What you need to do =
Look below and pull out each line with the word "Catherine".

━━━━━ Information shown

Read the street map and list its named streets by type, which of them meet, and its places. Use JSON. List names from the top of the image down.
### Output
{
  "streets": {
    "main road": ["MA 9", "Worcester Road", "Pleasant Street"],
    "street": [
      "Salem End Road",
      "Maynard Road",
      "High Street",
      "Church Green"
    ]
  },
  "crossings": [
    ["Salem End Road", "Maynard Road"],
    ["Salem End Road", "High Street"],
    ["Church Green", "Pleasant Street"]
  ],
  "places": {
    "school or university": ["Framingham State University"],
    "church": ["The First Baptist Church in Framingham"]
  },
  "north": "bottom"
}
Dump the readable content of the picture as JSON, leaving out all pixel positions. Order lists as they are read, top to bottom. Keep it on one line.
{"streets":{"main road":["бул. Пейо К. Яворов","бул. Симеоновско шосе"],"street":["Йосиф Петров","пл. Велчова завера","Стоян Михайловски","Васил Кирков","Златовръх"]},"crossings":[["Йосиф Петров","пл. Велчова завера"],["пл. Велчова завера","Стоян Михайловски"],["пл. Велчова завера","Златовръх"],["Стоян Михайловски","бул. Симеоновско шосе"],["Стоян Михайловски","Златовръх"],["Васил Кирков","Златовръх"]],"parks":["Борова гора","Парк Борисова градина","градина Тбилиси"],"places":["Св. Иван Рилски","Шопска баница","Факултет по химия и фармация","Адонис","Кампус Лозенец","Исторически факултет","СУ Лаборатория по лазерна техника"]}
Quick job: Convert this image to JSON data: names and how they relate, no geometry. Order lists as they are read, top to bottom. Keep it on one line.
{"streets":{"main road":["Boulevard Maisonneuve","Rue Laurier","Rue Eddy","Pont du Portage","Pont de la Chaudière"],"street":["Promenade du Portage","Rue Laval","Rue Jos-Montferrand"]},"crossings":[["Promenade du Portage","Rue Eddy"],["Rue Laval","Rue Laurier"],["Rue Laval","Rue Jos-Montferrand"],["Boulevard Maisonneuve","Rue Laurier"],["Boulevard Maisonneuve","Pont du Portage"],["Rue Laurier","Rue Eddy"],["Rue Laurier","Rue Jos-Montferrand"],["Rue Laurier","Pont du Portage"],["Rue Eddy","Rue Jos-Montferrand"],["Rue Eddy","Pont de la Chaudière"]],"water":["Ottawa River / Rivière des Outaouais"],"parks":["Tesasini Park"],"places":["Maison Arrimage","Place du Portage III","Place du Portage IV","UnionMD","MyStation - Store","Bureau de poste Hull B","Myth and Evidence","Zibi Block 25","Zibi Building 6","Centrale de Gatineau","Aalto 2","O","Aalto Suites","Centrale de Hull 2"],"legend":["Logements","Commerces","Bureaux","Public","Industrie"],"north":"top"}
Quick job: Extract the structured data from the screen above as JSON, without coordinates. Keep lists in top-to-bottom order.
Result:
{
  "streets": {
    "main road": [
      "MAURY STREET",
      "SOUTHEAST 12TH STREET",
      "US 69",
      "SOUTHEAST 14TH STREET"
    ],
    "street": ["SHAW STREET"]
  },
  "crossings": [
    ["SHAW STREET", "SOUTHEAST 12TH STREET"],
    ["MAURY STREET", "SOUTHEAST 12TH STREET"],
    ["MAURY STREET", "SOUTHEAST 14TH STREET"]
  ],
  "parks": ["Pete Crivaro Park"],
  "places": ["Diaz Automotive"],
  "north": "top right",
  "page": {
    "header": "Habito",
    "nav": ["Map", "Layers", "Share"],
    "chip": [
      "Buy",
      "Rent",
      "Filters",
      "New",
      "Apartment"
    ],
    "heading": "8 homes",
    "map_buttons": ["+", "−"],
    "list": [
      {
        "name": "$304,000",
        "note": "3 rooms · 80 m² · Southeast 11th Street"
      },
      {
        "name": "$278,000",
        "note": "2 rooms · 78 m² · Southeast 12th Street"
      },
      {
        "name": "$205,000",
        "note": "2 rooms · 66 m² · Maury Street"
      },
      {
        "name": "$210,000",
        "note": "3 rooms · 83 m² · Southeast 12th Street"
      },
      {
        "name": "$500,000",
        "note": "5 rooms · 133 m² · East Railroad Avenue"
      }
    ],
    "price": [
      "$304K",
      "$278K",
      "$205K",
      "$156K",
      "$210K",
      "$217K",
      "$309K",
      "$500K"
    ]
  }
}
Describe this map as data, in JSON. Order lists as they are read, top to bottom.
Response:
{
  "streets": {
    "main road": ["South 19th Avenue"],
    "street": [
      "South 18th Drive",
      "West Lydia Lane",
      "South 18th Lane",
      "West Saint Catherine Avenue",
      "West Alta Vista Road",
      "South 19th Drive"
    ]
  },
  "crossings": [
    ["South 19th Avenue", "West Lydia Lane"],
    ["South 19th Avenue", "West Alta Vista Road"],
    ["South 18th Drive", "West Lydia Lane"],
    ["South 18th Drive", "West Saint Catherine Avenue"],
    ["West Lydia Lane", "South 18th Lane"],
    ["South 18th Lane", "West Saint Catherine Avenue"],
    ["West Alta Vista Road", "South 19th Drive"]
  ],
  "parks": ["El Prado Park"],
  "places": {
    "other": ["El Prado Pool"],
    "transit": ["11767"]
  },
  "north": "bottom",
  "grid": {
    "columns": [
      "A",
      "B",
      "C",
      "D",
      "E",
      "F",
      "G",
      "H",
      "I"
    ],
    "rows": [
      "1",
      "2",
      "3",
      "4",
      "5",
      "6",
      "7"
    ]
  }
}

━━━━━━━━━━

Solution for this problem =
      "West Saint Catherine Avenue",
    ["South 18th Drive", "West Saint Catherine Avenue"],
    ["South 18th Lane", "West Saint Catherine Avenue"],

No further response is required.